Nvidia, Intel claim new LLM training speed records in new MLPerf 3.1 benchmark

norcalnatv@alien.top · 1 year ago

Nvidia, Intel claim new LLM training speed records in new MLPerf 3.1 benchmark

a5ehren@alien.top · 1 year ago

“NVIDIA was once again the only company to run all MLPerf tests. H100 GPUs demonstrated the fastest performance and the greatest scaling in each of the nine benchmarks.”

norcalnatv@alien.top · 1 year ago

Among many new records and milestones, one in generative AI stands out: NVIDIA Eos — an AI supercomputer powered by a whopping 10,752 NVIDIA H100 Tensor Core GPUs and NVIDIA Quantum-2 InfiniBand networking — completed a training benchmark based on a GPT-3 model with 175 billion parameters trained on one billion tokens in just 3.9 minutes.

Flowerstar1@alien.top · 1 year ago

Wow I wonder how long that would have taken in Turing/Volta era hardware.

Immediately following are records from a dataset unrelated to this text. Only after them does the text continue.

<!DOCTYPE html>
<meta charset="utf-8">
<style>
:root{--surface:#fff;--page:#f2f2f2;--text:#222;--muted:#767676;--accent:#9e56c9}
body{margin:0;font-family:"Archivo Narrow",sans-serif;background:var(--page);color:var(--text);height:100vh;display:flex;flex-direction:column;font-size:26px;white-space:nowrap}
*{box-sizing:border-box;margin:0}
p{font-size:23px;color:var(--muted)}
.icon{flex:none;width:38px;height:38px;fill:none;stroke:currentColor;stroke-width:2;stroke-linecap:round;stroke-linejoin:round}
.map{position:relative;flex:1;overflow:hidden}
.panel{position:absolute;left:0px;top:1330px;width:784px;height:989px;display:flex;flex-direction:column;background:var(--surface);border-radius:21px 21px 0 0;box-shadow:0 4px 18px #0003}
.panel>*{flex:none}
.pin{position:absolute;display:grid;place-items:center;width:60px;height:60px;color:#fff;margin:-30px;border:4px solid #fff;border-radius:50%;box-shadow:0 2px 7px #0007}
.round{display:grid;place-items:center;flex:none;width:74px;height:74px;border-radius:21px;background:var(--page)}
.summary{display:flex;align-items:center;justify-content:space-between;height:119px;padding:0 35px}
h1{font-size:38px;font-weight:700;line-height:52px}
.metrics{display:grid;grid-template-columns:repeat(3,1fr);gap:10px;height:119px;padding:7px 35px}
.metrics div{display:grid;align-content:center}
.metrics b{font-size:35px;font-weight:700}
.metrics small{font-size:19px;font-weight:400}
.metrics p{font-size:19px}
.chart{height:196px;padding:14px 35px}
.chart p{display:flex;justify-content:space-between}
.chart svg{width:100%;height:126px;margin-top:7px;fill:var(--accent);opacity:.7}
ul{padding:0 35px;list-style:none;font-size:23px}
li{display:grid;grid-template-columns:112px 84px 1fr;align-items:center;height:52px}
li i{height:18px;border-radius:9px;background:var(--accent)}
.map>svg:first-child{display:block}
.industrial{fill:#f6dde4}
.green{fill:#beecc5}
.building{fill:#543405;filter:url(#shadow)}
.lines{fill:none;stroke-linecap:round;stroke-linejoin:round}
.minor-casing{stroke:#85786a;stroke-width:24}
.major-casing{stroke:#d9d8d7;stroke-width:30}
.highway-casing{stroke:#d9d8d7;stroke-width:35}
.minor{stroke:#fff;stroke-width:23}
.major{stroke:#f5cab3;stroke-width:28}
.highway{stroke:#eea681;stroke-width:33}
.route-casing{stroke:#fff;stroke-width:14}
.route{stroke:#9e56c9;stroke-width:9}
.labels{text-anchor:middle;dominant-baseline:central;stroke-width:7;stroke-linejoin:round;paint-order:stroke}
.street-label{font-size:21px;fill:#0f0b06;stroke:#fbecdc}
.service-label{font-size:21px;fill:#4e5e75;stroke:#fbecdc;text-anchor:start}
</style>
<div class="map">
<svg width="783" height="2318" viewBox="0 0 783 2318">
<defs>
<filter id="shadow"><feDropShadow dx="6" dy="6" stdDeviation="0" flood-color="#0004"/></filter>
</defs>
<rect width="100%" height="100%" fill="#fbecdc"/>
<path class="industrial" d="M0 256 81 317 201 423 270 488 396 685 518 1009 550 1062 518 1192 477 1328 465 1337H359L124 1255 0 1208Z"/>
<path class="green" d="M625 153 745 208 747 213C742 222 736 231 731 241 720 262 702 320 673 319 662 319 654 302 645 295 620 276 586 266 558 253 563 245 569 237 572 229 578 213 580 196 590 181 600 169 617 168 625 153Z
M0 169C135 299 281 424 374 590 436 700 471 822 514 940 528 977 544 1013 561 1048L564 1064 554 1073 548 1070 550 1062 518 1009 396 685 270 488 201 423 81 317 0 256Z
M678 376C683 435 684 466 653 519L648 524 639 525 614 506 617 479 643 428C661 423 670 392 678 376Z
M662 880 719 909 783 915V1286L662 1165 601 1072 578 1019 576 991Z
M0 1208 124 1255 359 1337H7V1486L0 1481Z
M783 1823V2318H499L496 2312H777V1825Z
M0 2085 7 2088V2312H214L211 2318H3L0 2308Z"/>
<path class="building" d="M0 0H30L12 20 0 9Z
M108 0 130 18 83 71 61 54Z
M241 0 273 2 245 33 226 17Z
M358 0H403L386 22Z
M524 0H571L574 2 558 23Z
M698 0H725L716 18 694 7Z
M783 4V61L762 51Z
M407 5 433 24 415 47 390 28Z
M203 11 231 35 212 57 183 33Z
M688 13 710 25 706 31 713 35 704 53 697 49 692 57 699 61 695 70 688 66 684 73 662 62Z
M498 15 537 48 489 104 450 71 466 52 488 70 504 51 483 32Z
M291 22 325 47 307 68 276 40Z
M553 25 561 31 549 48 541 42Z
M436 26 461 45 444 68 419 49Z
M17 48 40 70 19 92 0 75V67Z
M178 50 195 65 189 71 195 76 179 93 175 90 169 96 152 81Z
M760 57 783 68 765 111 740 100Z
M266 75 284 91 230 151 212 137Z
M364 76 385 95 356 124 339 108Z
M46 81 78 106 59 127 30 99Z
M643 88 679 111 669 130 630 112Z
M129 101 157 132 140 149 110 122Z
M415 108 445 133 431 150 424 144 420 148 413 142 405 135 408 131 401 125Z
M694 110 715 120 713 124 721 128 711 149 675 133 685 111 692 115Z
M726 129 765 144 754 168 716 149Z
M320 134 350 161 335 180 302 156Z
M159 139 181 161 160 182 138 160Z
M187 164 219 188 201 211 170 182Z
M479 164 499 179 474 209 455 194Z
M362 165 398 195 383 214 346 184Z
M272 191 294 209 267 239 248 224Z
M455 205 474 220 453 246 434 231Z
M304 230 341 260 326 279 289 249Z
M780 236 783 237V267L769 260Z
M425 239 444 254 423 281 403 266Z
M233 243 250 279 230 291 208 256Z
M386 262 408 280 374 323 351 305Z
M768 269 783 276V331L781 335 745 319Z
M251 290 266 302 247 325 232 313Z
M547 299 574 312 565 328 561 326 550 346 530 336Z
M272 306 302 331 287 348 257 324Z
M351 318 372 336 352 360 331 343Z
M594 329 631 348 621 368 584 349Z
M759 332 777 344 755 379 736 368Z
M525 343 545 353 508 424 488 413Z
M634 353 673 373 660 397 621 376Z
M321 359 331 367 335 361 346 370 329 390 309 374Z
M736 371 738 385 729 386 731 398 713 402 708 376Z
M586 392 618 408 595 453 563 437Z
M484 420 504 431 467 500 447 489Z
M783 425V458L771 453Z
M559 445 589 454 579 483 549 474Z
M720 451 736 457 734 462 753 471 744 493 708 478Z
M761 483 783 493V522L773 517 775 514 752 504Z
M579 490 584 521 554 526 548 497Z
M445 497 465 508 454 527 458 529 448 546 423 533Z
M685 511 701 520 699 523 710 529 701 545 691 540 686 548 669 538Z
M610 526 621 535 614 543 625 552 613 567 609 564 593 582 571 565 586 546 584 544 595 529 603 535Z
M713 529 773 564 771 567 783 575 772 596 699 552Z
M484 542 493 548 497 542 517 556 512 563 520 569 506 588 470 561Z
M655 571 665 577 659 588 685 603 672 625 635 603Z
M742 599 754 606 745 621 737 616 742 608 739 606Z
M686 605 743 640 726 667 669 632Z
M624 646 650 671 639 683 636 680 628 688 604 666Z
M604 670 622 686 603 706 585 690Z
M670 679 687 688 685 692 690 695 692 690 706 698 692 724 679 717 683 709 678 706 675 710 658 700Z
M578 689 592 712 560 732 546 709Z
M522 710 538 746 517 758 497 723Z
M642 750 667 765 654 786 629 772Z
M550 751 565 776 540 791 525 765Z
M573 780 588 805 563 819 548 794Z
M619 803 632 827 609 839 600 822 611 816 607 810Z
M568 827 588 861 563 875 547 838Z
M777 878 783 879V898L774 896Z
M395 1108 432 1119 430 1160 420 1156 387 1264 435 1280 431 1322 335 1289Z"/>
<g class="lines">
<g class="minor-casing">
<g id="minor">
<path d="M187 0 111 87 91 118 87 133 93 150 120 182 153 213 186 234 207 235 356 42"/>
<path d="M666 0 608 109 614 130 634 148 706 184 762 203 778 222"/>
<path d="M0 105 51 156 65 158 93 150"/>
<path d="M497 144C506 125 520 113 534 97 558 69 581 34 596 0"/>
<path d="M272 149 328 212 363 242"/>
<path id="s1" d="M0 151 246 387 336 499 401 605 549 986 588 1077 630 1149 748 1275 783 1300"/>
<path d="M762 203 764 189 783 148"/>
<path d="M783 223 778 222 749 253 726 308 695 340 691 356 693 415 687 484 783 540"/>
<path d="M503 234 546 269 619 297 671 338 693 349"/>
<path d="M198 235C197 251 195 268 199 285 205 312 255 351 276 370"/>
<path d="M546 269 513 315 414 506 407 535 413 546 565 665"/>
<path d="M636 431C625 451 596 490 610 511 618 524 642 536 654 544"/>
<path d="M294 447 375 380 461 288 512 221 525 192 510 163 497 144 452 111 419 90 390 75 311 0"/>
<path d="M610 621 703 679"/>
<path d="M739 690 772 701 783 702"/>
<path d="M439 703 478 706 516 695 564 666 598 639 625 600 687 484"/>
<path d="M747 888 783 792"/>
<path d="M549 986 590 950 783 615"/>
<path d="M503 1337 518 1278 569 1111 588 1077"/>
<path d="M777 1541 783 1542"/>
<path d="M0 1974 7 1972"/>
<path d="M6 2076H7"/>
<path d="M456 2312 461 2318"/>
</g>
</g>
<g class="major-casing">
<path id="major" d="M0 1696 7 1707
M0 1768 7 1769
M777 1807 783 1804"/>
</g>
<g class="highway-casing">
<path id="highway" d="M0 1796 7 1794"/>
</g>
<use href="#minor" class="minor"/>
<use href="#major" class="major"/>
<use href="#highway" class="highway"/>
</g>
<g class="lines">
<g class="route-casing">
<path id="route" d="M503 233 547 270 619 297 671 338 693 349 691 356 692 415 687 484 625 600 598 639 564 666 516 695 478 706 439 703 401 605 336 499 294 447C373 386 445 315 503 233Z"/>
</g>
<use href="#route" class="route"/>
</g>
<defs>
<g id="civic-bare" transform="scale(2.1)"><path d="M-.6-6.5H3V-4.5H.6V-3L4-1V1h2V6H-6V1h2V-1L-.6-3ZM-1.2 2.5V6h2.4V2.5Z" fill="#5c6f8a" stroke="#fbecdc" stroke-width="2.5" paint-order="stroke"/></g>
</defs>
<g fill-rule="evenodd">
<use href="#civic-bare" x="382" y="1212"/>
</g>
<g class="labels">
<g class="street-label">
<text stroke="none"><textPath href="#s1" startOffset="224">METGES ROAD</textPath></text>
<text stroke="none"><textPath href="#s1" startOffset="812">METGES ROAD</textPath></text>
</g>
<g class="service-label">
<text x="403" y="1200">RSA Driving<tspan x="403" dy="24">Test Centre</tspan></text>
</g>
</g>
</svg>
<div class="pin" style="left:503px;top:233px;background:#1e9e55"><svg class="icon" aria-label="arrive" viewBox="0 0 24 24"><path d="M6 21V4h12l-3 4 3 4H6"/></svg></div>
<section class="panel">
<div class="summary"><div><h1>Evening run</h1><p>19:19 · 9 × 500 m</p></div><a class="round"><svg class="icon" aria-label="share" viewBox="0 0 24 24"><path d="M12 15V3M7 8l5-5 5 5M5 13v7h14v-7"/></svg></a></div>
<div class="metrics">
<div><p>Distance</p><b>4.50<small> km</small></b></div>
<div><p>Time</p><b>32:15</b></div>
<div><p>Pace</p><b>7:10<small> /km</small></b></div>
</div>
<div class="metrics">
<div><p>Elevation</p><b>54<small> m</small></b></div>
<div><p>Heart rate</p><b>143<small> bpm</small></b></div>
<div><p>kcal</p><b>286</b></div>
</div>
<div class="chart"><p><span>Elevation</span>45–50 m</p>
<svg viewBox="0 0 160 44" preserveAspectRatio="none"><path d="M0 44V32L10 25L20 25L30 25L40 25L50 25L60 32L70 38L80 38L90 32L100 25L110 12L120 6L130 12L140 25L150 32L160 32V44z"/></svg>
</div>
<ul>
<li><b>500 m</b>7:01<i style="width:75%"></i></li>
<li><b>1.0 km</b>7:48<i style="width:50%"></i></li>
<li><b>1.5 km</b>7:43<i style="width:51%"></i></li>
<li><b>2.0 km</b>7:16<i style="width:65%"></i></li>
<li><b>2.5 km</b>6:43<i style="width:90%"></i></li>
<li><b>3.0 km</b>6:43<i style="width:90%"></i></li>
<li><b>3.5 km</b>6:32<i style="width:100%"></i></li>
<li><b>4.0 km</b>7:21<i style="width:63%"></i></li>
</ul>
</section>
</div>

iDontSeedMyTorrents@alien.top · 1 year ago

What does it mean to train on such-and-such number of tokens?

CrabEqual963@alien.top · 1 year ago

How much of this performance is just the usual cheap tricks like software optimizations and task specific hardware that doesn’t generalize? If it was an honest test of pure hardware muscle the AMD MI300 would come out on top.

DuranteA@alien.top · 1 year ago

The benchmarks test workloads people are actually interested in running.

Whether good performance is achieved by good hardware, a good software stack, or both doesn’t matter to the vast majority of buyers.